Workers with local LLM backends (Ollama) need more resources because they proxy API calls. Workers using remote APIs (Anthropic) are lighter.

Example in a deployment spec:

resources:
  requests:
    cpu: "200m"
    memory: "256Mi"
  limits:
    cpu: "1000m"
    memory: "512Mi"

Health Checks

Loom actors are long-running async processes. Use liveness and readiness probes to detect stuck or unresponsive actors:

livenessProbe:
  exec:
    command: ["python", "-c", "import sys; sys.exit(0)"]
  initialDelaySeconds: 10
  periodSeconds: 30
  failureThreshold: 3
readinessProbe:
  exec:
    command: ["python", "-c", "import sys; sys.exit(0)"]
  initialDelaySeconds: 5
  periodSeconds: 10

For the router and orchestrator, consider adding NATS connectivity checks as part of the liveness probe.


Horizontal Scaling

Loom actors scale horizontally via NATS queue groups with zero code changes.
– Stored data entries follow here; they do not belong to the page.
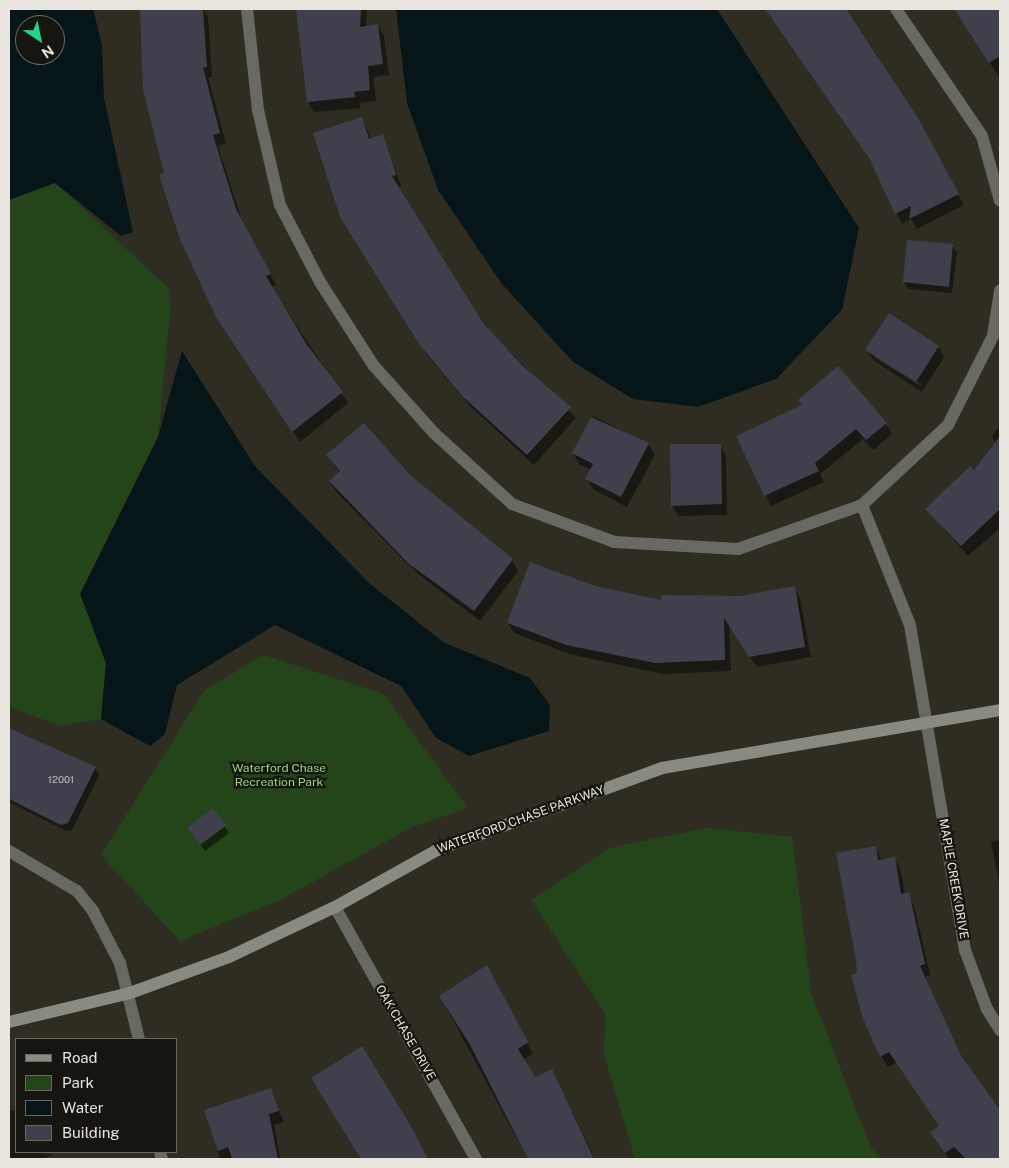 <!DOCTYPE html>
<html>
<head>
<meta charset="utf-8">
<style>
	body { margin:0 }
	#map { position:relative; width:1009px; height:1168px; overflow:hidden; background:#2f2d22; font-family:"Public Sans",sans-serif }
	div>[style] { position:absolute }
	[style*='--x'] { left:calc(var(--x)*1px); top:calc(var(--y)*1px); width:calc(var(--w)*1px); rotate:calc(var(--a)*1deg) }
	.green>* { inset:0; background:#244419 }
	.water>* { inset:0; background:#061618 }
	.shadow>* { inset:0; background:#0007 }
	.building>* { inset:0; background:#3f404c }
	.street>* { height:12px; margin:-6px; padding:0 6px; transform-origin:6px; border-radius:6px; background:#686963 }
	.secondary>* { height:12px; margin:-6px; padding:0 6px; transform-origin:6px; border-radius:6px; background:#898b81 }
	span { translate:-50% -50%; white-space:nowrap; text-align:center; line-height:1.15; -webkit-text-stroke:4.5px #161510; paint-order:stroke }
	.number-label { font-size:10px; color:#bdbcba }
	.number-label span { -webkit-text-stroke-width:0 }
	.park-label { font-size:12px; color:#95da7f }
	.street-label { font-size:12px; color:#e7e5de }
	.frame { position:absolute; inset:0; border:10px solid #e7e5de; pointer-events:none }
	.legend { position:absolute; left:15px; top:1038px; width:162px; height:115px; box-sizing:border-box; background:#161510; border:1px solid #6a6862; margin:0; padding:6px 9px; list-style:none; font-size:15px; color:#e7e5de }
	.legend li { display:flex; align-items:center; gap:10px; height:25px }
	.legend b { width:25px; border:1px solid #6a6862 }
	.north { position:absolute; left:15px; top:15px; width:50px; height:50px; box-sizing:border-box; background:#161510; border:1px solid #6a6862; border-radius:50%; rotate:146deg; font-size:14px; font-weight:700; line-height:20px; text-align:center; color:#e7e5de }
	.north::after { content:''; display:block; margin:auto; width:18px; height:22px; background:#1ed888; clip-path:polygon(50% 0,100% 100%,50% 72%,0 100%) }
</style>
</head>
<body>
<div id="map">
	<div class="green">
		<div style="clip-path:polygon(55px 182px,168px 288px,171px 304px,158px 437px,81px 594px,106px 663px,101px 719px,61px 726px,9px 707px,9px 200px)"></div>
		<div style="clip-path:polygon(263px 655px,384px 694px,468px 808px,412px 827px,278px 901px,180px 941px,101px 855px,204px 691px)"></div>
		<div style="clip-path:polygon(707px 828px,792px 837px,811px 992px,870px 1146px,881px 1159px,635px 1159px,604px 1055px,605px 1013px,531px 900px,610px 848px)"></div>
	</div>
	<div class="water">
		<div style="clip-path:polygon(evenodd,9px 9px,93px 9px,102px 45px,104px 98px,133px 232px,121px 236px,55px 183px,9px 200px,9px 9px,25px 25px,55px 25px,55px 55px,25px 55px,25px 25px)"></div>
		<div style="clip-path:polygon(396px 9px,717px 9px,859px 228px,842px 310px,776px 379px,698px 407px,633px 399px,573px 362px,502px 284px,438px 190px,407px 103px)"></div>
		<div style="clip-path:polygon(182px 351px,255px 466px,369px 583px,443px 642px,530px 678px,550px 705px,549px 731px,469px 756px,436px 738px,401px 686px,275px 625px,177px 685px,165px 734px,150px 746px,101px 719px,106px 663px,80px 594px,158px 437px)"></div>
	</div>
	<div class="shadow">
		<div style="clip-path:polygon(203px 9px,208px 17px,212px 77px,208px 77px,226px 144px,218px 146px,242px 221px,276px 285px,271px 287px,348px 403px,300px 442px,224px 327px,165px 174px,141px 11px)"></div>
		<div style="clip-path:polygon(297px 9px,367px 9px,366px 27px,378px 26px,384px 36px,389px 75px,373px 77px,376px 101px,359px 103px,361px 108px,314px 112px,308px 102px)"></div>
		<div style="clip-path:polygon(765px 9px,845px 9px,877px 55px,964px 205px,917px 229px,911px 219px,902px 224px,873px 163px)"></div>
		<div style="clip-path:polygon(954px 9px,1000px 9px,1000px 78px)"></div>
		<div style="clip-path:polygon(362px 119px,371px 139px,382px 136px,401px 186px,397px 187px,482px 324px,576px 418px,534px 465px,470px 406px,427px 355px,348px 228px)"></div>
		<div style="clip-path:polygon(953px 246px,957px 253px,952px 293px,908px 289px,904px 282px)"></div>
		<div style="clip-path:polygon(evenodd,938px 347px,944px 357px,922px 392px,873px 360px,867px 350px,938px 347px,874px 354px,922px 384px,920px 386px,874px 357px,874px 354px)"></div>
		<div style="clip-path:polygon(593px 416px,648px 444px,655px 455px,627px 507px,593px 489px,587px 479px,591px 470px,579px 464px,573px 453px)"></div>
		<div style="clip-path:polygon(886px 424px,892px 434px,873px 450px,863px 439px,820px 474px,824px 482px,771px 506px,737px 436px)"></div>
		<div style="clip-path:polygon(1000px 426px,1000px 528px,968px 556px,927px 509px,974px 472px,996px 443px,992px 436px)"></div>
		<div style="clip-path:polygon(720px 445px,726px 456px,727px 515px,678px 516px,672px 505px)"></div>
		<div style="clip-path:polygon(328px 456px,409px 476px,512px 560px,518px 571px,480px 621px,418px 574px,336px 492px,330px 482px,340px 473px)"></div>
		<div style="clip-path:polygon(595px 587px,663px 602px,740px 597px,794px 587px,800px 598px,811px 657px,757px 667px,729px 626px,731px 671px,663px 674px,573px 655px,514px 633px,508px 623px)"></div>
		<div style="clip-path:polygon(9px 728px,95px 768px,99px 775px,72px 830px,66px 831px,9px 802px)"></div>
		<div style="clip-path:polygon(213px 809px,229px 833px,205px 851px,193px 835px)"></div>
		<div style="clip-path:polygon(1000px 840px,1000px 888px,991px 841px)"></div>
		<div style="clip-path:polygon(875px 847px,882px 861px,894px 858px,900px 869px,905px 894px,914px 905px,930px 975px,925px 977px,965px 1063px,1000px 1113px,1000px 1159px,949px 1159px,932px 1132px,940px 1127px,897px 1062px,888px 1067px,881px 1056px,858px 974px)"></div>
		<div style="clip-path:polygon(492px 977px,533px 1054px,523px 1060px,535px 1079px,552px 1070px,595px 1159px,528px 1159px,440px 996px)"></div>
		<div style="clip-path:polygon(362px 1048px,428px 1159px,362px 1159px,319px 1089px)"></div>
		<div style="clip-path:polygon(270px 1090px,284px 1122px,274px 1125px,280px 1159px,220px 1159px,206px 1111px)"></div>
		<div style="clip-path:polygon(16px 1110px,16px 1152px,53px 1154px,43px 1159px,9px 1159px,9px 1111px)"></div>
	</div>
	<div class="building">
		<div style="clip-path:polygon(203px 9px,207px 67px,203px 67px,220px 133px,213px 135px,236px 209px,271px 274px,266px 276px,307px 345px,343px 392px,292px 432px,216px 317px,180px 239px,159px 175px,164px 173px,143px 90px,140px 10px)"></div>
		<div style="clip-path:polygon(296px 9px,361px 9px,360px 27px,378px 24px,383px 64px,368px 66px,370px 90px,354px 92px,356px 97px,307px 102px)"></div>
		<div style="clip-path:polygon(765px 9px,846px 9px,918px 118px,959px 194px,909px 219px,911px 206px,895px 214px,869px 158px)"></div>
		<div style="clip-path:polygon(954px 9px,1000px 9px,1000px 56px,989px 63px)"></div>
		<div style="clip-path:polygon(362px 117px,369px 139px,383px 134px,396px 175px,392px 176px,483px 323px,523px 366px,571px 407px,527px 455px,462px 396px,419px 344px,340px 217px,313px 133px)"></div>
		<div style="clip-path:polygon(907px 240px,953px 244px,949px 287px,903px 282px)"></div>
		<div style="clip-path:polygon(889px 313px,939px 346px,916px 382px,865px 350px)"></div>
		<div style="clip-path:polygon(838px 366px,887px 423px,866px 440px,856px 429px,815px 463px,819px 471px,764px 496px,736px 436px,802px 405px,798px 400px)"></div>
		<div style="clip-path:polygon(591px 417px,649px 443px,621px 497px,585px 479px,593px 464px,572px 453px)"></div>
		<div style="clip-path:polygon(364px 423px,410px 475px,513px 559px,474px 611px,409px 564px,329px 481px,340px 471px,326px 455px)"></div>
		<div style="clip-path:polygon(1000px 436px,1000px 509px,961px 546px,925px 509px,970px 466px,974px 470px)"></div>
		<div style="clip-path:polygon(670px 444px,721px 444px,722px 504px,671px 506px)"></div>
		<div style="clip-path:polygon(530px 562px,595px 586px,661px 600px,661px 595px,740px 596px,795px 586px,805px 647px,749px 657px,724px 618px,725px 660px,655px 663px,566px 645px,507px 623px)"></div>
		<div style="clip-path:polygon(9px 728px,96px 767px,68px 823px,61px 825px,9px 799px)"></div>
		<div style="clip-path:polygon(213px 808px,227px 825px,200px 845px,187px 828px)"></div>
		<div style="clip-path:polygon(876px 846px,878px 860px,895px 857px,901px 894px,909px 892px,925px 964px,920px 966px,962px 1057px,1000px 1110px,1000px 1159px,966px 1159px,954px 1147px,945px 1153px,930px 1132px,939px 1126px,889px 1052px,880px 1057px,863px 1019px,851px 975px,857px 973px,856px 960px,836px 853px)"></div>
		<div style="clip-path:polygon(487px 965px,528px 1042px,518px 1049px,535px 1077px,552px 1069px,594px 1159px,528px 1159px,469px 1043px,439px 996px)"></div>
		<div style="clip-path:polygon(362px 1046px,409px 1123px,428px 1159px,361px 1159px,311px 1078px)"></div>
		<div style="clip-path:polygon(271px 1088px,279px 1111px,269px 1114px,278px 1159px,232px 1159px,228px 1147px,218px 1151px,204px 1110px)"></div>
	</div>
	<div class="street">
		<div style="--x:247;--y:9;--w:102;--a:83.8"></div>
		<div style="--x:258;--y:110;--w:98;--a:77"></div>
		<div style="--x:280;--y:205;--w:87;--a:62.5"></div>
		<div style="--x:320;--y:282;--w:100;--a:57.3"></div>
		<div style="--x:374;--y:366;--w:90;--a:48.2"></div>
		<div style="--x:434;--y:433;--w:105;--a:42.3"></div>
		<div style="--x:512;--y:504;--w:109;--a:20.4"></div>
		<div style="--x:614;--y:542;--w:124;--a:3.2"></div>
		<div style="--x:738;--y:549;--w:132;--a:-19.5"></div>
		<div style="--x:862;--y:505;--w:117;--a:-42.9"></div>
		<div style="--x:948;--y:425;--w:100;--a:-63.2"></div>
		<div style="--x:993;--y:336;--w:46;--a:-81.2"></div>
		<div style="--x:896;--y:9;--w:153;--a:55.9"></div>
		<div style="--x:982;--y:136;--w:67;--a:74.5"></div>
		<div style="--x:862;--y:505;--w:129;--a:68.2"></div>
		<div style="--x:910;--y:625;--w:330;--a:80.4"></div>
		<div style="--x:965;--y:950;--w:63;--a:69.6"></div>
		<div style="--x:987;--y:1009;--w:25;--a:58"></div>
		<div style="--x:9;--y:851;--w:79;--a:30.5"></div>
		<div style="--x:77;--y:891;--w:26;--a:51"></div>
		<div style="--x:93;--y:911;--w:59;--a:62.6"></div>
		<div style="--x:120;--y:963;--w:78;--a:76"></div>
		<div style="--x:335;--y:907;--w:289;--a:60.8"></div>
		<div style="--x:160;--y:1152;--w:7;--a:74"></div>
	</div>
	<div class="secondary">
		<div style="--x:9;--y:1022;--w:124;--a:-13.5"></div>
		<div style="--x:130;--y:993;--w:105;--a:-20"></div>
		<div style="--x:229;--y:957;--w:117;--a:-25.3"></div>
		<div style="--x:335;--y:907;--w:117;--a:-29.2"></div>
		<div style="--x:437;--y:850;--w:239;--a:-20"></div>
		<div style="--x:662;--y:768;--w:343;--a:-9.7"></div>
	</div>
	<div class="number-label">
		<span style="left:61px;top:780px">12001</span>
	</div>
	<div class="park-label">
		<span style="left:279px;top:776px">Waterford Chase<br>Recreation Park</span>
	</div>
	<div class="street-label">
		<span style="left:521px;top:820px;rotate:-20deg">WATERFORD CHASE PARKWAY</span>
		<span style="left:953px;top:879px;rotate:80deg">MAPLE CREEK DRIVE</span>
		<span style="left:405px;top:1033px;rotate:60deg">OAK CHASE DRIVE</span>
	</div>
	<div class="frame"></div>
	<ul class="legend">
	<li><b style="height:6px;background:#898b81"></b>Road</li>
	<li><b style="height:14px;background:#244419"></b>Park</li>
	<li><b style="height:14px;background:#061618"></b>Water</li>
	<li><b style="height:14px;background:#3f404c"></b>Building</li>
	</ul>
	<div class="north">N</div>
</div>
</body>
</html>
Multiple replicas of the same actor type automatically load-balance.

# Scale workers manually
kubectl scale deployment/loom-worker --replicas=5 -n loom

HPA Auto-Scaling

Use Horizontal Pod Autoscaler for CPU-based scaling:

apiVersion: autoscaling/v2
kind: HorizontalPodAutoscaler
metadata:
  name: loom-worker-hpa
  namespace: loom
spec:
  scaleTargetRef:
    apiVersion: apps/v1
    kind: Deployment
    name: loom-worker
  minReplicas: 1
  maxReplicas: 10
  metrics:
    - type: Resource
      resource:
        name: cpu
        target:
          type: Utilization
          averageUtilization: 70

Pipeline orchestrators also support concurrent goal processing via max_concurrent_goals in config, which can complement horizontal scaling.


Persistent Volumes

Valkey requires persistent storage for checkpoint data:

apiVersion: v1
kind: PersistentVolumeClaim
metadata:
  name: redis-data
  namespace: loom
spec:
  accessModes: [ReadWriteOnce]
  resources:
    requests:
      storage: 1Gi

Mount the PVC in the Valkey deployment's pod spec:

volumes:
  - name: redis-data
    persistentVolumeClaim:
      claimName: redis-data
containers:
  - name: redis
    volumeMounts:
      - name: redis-data
        mountPath: /data

For local development setup, see Getting Started. For architecture details, see Architecture.